(Collected data)
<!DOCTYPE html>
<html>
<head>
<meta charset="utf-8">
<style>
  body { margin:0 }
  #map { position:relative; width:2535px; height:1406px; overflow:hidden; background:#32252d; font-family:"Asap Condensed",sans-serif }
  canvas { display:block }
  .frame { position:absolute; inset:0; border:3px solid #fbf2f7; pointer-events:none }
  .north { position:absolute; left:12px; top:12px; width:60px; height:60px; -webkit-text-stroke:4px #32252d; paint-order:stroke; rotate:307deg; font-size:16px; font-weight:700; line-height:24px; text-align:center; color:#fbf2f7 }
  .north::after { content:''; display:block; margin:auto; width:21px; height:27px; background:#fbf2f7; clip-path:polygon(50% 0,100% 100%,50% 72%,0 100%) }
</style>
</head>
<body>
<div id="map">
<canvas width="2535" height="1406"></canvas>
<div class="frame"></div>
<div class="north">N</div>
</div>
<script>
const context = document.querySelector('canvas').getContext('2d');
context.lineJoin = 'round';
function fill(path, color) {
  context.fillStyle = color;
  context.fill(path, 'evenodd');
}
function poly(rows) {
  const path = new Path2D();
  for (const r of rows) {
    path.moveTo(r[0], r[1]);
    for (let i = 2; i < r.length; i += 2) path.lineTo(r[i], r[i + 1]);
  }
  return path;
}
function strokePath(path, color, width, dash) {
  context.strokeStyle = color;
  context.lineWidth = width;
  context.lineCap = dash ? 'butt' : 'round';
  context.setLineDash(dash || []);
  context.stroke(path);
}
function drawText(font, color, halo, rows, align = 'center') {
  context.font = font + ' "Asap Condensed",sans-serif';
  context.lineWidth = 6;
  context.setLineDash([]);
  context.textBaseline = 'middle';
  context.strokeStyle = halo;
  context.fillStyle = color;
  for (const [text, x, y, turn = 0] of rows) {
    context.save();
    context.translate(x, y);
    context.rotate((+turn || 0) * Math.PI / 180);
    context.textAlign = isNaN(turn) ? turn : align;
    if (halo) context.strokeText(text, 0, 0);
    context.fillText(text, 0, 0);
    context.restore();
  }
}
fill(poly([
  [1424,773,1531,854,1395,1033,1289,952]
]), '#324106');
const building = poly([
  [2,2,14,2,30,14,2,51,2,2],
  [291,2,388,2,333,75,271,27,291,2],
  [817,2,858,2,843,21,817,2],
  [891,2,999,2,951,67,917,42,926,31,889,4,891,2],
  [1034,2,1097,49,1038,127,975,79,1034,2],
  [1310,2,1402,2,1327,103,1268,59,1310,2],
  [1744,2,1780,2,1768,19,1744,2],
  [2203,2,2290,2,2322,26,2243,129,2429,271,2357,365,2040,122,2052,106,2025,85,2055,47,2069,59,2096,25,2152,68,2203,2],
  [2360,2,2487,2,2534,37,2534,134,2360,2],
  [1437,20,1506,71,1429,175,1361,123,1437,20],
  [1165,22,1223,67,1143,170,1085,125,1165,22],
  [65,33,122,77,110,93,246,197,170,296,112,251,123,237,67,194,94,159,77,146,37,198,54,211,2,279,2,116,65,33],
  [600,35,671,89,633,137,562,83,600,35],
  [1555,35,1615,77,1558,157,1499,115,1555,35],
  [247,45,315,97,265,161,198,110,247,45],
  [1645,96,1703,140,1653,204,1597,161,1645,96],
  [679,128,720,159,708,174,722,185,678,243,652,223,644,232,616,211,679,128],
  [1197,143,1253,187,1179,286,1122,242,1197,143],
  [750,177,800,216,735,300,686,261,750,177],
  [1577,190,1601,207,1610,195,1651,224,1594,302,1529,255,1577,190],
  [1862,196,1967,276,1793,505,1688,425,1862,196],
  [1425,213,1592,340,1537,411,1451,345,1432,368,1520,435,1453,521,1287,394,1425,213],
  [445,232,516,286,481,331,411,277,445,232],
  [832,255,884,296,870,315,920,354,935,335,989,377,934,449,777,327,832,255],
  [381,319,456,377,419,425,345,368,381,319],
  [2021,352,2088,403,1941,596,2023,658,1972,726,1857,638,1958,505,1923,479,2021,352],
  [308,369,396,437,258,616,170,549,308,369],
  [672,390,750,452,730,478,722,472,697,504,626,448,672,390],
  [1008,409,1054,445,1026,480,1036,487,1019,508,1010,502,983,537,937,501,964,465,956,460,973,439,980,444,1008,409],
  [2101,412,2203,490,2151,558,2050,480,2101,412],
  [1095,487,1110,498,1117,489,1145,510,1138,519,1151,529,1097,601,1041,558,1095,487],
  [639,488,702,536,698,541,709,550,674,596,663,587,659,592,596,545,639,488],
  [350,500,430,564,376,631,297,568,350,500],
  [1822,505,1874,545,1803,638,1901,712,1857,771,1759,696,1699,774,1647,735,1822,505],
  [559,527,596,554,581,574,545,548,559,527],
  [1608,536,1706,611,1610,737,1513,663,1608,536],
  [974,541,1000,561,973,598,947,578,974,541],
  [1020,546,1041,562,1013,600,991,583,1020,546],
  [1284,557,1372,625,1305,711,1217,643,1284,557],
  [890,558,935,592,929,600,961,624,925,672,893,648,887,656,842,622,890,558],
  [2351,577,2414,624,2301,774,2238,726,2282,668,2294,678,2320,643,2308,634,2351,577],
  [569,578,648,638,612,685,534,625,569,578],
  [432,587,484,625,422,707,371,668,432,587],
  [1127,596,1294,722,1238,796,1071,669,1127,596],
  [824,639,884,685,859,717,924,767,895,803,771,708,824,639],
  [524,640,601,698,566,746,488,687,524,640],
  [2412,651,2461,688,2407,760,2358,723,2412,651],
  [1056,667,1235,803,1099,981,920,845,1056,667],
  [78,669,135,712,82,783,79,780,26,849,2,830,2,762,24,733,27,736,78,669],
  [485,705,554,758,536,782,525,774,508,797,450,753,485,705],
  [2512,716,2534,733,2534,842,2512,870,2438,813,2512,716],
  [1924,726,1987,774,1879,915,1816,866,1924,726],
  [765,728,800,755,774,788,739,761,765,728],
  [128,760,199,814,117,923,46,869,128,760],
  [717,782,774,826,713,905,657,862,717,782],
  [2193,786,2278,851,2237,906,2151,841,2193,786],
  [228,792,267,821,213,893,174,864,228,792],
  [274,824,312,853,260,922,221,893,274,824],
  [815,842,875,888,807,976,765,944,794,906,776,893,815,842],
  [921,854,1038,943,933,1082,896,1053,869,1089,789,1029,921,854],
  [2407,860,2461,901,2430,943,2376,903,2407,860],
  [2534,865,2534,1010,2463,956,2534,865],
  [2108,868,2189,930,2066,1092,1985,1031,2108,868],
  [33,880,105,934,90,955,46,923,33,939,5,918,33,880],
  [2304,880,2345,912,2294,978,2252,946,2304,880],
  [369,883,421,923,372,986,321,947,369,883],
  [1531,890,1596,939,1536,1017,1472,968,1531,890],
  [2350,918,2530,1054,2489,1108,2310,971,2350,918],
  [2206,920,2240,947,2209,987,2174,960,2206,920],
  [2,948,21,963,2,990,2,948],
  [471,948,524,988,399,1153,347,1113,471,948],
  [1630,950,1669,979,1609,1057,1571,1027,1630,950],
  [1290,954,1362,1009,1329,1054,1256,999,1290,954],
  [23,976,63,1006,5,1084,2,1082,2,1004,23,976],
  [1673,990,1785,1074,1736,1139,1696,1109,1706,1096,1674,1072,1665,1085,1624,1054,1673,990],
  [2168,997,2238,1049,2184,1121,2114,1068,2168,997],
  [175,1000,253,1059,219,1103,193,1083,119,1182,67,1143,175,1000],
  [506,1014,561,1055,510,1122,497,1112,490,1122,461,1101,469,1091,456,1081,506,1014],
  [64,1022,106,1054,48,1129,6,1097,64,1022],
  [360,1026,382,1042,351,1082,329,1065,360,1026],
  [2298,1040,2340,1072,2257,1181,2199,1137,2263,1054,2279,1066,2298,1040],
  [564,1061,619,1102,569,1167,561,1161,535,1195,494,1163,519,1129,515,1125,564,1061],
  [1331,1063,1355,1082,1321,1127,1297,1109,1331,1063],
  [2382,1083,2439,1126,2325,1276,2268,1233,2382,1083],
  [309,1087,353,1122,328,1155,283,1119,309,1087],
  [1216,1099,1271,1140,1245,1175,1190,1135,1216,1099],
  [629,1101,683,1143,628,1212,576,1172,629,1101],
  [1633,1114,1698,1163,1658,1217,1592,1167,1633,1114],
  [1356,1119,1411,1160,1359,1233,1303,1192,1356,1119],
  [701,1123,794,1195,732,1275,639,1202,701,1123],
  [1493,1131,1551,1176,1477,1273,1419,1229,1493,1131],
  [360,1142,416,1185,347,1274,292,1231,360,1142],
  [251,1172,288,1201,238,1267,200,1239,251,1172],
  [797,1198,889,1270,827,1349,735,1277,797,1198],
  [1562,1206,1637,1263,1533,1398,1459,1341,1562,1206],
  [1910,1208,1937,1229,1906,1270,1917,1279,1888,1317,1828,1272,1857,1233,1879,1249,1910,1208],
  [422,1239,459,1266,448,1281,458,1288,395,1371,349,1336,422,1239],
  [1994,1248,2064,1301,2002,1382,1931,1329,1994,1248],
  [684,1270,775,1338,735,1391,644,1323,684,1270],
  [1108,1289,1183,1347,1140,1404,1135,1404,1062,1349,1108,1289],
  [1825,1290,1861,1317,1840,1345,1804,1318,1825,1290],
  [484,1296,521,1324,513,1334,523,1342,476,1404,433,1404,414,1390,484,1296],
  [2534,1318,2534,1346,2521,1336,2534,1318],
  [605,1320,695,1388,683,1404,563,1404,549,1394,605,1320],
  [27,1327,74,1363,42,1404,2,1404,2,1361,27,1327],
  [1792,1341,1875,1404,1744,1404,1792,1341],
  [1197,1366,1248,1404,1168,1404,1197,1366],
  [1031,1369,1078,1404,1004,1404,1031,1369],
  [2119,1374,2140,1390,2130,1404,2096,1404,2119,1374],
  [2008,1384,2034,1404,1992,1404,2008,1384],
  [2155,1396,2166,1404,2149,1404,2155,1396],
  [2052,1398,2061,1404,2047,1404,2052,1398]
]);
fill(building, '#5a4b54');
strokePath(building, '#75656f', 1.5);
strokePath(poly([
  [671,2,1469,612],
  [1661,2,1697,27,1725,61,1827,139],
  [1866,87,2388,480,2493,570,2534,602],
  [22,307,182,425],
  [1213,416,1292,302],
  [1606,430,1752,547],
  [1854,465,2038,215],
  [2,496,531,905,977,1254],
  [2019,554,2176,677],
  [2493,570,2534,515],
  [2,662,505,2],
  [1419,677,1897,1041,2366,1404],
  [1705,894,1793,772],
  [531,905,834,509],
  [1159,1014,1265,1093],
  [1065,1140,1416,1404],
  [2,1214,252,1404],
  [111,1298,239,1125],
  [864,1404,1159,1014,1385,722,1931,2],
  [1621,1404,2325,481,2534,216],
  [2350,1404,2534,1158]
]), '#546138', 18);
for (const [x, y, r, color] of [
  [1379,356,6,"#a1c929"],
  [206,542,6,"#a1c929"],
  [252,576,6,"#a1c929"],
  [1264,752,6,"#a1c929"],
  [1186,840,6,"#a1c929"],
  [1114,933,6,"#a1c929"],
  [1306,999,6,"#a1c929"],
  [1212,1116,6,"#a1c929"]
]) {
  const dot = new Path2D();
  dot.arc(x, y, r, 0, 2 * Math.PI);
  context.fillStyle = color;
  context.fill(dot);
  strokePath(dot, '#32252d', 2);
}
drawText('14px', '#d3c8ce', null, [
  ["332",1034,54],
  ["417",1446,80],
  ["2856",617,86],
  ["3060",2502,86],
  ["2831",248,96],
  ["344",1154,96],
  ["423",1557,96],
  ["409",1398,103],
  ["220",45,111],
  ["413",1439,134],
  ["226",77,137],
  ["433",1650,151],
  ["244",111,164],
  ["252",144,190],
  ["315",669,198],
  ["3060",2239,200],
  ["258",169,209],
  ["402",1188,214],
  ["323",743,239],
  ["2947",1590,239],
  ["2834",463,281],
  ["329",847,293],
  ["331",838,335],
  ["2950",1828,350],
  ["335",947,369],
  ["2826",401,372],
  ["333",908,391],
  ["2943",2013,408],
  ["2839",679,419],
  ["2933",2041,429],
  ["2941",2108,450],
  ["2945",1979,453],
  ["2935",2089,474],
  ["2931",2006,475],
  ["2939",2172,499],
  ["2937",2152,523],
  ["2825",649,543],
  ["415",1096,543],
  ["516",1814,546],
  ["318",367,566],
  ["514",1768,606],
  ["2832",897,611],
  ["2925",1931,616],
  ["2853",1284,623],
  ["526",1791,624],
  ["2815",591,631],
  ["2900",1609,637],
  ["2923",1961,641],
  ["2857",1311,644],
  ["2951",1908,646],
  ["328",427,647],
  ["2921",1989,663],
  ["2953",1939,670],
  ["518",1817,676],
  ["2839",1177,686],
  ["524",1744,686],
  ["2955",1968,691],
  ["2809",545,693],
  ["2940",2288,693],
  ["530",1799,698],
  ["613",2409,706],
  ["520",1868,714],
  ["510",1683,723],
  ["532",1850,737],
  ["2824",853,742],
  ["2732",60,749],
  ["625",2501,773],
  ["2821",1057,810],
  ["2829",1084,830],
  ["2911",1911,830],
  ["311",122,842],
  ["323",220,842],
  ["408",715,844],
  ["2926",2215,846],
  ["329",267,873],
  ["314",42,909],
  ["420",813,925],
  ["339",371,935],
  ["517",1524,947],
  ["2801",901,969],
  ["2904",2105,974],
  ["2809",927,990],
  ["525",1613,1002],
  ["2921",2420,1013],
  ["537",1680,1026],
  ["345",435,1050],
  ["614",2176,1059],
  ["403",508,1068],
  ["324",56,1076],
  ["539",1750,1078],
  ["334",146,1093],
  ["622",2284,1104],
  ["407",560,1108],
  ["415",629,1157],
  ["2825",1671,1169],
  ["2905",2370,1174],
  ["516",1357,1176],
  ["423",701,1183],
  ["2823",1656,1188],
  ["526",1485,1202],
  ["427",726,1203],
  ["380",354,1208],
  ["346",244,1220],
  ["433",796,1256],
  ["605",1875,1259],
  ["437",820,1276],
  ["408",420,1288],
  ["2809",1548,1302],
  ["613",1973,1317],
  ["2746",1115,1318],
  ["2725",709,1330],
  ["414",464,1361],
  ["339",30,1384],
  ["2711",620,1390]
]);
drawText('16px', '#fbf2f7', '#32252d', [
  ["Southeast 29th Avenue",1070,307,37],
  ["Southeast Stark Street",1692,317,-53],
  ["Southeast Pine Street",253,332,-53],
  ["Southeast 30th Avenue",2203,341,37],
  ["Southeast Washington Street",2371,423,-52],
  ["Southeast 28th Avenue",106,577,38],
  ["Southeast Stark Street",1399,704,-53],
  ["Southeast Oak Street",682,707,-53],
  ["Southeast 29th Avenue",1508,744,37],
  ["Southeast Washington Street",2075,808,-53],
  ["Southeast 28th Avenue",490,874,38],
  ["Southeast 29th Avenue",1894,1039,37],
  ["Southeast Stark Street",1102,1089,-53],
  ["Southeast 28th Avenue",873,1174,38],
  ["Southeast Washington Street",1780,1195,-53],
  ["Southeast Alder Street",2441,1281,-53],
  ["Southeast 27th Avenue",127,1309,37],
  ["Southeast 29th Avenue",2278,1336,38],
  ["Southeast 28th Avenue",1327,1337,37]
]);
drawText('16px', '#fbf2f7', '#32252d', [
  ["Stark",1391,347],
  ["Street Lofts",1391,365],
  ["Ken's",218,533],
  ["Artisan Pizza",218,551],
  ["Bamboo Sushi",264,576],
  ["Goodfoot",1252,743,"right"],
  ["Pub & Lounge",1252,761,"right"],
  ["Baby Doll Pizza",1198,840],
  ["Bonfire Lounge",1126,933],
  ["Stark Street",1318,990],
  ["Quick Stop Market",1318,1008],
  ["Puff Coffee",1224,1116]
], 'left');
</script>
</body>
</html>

Task: Pull out every line of the records above that contains the word "rows".

Result for this exercise:
function poly(rows) {
  for (const r of rows) {
function drawText(font, color, halo, rows, align = 'center') {
  for (const [text, x, y, turn = 0] of rows) {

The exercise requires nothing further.